## Task item:
Copy out each line of the listing below where the string "strong" appears.

## Data provided:
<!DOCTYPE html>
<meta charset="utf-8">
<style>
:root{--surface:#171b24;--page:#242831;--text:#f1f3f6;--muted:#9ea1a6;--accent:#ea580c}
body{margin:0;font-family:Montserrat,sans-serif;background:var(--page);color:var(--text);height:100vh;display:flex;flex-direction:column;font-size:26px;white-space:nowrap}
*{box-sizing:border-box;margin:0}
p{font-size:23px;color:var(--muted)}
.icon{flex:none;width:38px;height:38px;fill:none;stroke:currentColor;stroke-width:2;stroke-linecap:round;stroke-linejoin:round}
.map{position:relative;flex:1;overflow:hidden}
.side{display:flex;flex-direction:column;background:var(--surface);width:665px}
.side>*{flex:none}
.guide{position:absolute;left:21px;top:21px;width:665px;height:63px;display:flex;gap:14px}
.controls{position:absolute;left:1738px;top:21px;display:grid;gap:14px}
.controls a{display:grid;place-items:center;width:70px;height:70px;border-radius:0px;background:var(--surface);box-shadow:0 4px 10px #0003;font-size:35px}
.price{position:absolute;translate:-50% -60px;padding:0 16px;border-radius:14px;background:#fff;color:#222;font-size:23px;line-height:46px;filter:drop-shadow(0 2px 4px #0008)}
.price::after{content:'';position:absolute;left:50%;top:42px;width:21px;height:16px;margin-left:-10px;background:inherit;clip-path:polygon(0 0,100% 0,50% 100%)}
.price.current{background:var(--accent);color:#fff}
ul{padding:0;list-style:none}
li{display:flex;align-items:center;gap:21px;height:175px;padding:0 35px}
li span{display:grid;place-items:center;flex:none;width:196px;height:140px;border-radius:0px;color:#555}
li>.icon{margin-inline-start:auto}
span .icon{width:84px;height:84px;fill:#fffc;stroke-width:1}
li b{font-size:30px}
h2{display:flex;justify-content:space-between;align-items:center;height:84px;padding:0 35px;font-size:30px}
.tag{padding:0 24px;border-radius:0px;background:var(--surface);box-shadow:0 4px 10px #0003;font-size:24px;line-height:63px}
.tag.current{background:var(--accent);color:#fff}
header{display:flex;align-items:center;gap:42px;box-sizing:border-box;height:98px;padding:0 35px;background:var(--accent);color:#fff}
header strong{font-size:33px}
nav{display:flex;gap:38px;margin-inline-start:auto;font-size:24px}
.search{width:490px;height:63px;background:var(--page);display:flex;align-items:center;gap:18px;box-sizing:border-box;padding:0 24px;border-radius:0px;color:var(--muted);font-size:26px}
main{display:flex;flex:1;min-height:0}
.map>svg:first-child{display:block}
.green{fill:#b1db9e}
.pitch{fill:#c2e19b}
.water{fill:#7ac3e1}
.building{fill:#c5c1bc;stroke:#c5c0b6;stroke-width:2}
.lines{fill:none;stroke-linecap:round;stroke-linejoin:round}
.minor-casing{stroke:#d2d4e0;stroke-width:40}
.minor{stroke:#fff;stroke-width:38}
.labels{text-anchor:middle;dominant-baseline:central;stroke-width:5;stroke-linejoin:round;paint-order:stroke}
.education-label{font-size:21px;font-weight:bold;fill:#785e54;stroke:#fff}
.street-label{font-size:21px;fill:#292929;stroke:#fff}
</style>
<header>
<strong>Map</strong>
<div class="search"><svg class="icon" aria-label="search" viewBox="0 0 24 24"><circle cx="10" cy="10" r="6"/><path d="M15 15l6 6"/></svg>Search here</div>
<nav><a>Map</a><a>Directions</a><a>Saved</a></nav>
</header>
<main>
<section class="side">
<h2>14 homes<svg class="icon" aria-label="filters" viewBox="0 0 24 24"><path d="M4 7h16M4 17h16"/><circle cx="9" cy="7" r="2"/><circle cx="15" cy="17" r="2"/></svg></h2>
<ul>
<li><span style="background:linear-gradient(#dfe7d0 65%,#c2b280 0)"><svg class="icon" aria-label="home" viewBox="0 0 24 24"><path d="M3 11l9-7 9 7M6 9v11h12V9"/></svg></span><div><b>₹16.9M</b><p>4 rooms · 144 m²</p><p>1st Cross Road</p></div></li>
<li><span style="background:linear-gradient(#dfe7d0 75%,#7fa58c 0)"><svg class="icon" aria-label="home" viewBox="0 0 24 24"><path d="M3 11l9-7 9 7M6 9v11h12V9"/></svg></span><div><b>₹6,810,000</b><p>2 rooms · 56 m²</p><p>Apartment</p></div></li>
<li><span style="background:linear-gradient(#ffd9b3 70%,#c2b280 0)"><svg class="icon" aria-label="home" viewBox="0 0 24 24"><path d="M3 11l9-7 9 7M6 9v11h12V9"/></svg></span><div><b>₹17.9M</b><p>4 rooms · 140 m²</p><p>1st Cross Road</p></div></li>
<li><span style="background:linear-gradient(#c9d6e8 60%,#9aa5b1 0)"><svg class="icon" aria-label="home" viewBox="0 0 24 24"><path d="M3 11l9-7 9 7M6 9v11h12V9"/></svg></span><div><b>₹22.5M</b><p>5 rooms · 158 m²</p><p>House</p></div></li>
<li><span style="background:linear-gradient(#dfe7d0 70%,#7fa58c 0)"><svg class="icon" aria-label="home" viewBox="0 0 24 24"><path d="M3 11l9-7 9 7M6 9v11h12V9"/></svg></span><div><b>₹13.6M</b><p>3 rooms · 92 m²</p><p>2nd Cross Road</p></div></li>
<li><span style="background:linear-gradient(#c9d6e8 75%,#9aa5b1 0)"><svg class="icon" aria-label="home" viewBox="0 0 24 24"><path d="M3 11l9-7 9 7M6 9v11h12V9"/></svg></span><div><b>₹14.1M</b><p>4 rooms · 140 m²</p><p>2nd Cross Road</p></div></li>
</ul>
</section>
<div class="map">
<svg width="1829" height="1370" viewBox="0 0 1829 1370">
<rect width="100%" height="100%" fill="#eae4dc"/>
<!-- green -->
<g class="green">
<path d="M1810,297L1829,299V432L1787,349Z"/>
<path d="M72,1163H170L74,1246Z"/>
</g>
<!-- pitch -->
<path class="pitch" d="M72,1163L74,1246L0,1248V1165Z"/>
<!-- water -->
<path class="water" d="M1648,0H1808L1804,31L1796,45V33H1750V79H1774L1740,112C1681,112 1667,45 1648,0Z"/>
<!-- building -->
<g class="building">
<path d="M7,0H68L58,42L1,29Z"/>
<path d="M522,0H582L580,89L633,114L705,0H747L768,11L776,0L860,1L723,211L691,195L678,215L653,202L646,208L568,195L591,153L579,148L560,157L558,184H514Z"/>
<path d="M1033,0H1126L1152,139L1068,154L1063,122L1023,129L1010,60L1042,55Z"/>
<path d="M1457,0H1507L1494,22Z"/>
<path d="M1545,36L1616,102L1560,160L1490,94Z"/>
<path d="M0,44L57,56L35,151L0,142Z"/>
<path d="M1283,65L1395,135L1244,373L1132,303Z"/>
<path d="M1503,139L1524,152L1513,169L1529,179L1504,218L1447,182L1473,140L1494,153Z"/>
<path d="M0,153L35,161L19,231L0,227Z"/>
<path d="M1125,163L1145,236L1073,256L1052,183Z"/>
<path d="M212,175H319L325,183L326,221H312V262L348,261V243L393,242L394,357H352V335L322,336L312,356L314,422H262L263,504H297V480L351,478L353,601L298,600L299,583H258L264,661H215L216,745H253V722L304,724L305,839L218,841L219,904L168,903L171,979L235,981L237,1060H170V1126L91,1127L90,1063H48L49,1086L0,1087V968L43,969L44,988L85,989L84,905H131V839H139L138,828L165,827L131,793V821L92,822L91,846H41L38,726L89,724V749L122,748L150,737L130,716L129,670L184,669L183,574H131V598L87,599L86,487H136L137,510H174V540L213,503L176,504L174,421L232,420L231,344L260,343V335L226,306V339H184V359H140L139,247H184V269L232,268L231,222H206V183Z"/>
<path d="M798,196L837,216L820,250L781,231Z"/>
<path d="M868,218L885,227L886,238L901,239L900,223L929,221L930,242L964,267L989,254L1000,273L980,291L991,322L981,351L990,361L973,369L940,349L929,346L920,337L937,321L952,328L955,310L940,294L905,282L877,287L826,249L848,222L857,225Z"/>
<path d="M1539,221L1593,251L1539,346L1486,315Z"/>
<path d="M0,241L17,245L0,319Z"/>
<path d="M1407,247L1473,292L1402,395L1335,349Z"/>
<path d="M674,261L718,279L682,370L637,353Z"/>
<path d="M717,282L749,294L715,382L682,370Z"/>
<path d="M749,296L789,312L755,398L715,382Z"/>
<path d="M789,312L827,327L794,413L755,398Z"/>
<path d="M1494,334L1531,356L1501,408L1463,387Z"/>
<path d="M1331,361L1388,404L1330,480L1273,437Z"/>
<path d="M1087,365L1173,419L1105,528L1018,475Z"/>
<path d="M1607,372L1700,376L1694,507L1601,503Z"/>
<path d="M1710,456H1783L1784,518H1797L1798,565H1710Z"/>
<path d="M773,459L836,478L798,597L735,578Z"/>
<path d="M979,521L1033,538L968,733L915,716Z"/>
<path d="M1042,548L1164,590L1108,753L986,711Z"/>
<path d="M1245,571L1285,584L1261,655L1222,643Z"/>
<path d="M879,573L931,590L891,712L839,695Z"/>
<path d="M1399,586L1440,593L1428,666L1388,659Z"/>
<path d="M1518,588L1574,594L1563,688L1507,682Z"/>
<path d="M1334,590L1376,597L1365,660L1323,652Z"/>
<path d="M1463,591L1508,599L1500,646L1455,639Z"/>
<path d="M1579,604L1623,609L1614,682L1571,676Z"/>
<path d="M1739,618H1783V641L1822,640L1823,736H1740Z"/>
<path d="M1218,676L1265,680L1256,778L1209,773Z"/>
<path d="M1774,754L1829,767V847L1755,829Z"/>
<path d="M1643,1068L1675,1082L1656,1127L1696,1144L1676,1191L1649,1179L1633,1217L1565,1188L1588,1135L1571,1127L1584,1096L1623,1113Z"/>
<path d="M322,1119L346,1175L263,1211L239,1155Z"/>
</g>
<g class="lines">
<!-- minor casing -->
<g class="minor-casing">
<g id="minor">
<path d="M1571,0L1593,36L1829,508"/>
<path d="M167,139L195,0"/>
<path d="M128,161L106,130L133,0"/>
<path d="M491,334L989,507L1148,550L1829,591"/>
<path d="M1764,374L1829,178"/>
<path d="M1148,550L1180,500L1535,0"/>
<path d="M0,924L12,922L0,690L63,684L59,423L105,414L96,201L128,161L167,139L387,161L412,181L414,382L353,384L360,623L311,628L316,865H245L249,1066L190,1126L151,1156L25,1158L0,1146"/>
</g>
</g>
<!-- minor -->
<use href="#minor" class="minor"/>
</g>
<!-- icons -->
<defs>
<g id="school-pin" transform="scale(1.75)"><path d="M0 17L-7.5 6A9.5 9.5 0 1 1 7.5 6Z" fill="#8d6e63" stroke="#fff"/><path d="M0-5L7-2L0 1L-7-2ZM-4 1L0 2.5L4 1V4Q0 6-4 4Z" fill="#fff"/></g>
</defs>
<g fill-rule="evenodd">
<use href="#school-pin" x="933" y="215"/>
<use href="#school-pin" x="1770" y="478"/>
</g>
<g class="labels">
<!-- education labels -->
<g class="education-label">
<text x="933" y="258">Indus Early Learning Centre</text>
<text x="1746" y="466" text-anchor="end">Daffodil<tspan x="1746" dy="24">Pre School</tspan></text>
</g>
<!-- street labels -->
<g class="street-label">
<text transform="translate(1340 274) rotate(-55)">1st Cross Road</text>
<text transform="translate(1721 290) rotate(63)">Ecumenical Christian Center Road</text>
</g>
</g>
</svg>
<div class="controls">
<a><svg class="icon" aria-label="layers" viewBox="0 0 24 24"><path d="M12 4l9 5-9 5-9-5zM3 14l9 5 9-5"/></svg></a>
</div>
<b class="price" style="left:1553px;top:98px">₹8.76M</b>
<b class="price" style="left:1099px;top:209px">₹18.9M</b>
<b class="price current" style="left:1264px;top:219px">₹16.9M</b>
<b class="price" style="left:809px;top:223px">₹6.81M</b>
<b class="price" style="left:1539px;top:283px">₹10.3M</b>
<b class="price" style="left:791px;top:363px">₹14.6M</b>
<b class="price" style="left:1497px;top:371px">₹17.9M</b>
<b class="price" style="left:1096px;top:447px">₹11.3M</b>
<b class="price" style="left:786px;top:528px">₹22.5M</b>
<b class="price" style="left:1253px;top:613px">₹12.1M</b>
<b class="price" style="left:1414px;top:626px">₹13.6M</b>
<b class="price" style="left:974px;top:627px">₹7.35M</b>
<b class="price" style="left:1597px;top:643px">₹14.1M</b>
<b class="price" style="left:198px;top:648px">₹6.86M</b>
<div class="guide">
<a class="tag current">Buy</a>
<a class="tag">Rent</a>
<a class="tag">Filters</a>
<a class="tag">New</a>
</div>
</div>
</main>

## Task response:
header strong{font-size:33px}
<strong>Map</strong>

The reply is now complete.